Of course even then, the U.S. could not remain aloof from an increasingly globalized economy that implicated us in world affairs. The War of 1812 was in part an extension of the Napoleonic Wars and involved disputes over international trade and the dominance of Great Britain’s fleets over the “wide ocean” Jefferson thought would protect us. Yet even as economic globalization and new technologies shrank the world and implicated America even further in its affairs, isolationism remained a powerful political force. After World War I, when 2 million Americans served abroad, isolationist sentiment kept the Senate from ratifying the Versailles Treaty and involving America in the League of Nations. Most American shared the sentiments of Theodore Roosevelt, who wrote in 1919, “I do not believe in keeping our men on the other side to patrol the Rhine.”

Idealistic internationalism, however, particularly the active promotion of democracy, has been another powerful strain of American foreign policy. Woodrow Wilson, of course, was the staunch promoter of this ideal. In his 1917 speech asking Congress for a declaration of war against the Central Powers, Wilson famously said the U.S. must help “to vindicate the principles of peace and justice in the life of the world,” for “peace can never be maintained except by a partnership of democratic nations.” Thus “the world must be made safe for democracy. Its peace must be planted upon the tested foundations of political liberty.” American citizens “are but one of the champions of the rights of mankind. We shall be satisfied when those rights have been made as secure as the faith and the freedom of nations can make them.”

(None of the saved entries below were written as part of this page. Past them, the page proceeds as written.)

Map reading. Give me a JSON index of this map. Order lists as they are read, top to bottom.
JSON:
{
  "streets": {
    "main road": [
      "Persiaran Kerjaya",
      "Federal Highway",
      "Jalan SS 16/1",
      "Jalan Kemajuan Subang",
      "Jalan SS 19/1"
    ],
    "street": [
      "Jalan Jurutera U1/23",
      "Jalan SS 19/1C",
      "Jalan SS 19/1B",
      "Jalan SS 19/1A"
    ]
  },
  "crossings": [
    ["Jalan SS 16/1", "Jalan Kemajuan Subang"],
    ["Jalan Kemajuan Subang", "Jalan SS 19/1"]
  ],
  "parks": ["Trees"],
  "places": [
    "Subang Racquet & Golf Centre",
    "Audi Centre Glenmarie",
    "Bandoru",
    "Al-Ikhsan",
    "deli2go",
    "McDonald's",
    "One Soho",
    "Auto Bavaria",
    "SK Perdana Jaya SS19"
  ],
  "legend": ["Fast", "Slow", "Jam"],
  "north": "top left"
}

Such idealism was seemingly vindicated in World War II by our success in destroying the tyrannies of Nazism, fascism, and Japanese racist imperialism; and by the role our money and occupying forces played in reconstructing Germany and Japan and creating the global economic order. The half-century Cold War against a nuclear armed Soviet Union, through marked by outbursts of isolationism, eventually was won, once again proving America to be the world’s “indispensible nation,” the “sheriff” necessary to police the global economy’s “shopkeepers,” as Robert Kagan puts it.

This international idealism transcends party. In the heady days of the collapse of the Soviet Union, President George H.W. Bush in his 1991 State of the Union address extolled the “new world order,” one “where diverse nations are drawn together in common cause to achieve the universal aspirations of mankind––peace and security, freedom, and the rule of law.” His son George W. Bush sounded the same Wilsonian notes in the 2002 National Security Strategy, in which the foreign policy of the U.S. would be the promotion of the “single sustainable model for national success: freedom, democracy, and free enterprise,” for “these values of freedom are right and true for every person, in every society.” Thus the U.S. will strive “to extend the benefits of freedom across the globe. We will actively work to bring the hope of democracy, development, free markets, and free trade to every corner of the world.”

Barack Obama came into office endorsing this same idealist rhetoric, though he has preferred multilateral diplomacy to force. Leftist ideology has always been internationalist, assuming a moral responsibility on the part of the developed nations to spend its money and diplomatic persuasion on uplifting those countries still mired in political thuggery and material squalor. Thus the rich nations have a “responsibility to protect,” as the U.N. calls it, even at the expense of national sovereignty. The involvement of Samantha Power––whose work on genocide gave impetus to this doctrine––in Obama’s administration, currently as U.N. Ambassador, testifies to his endorsement of this internationalist ideal.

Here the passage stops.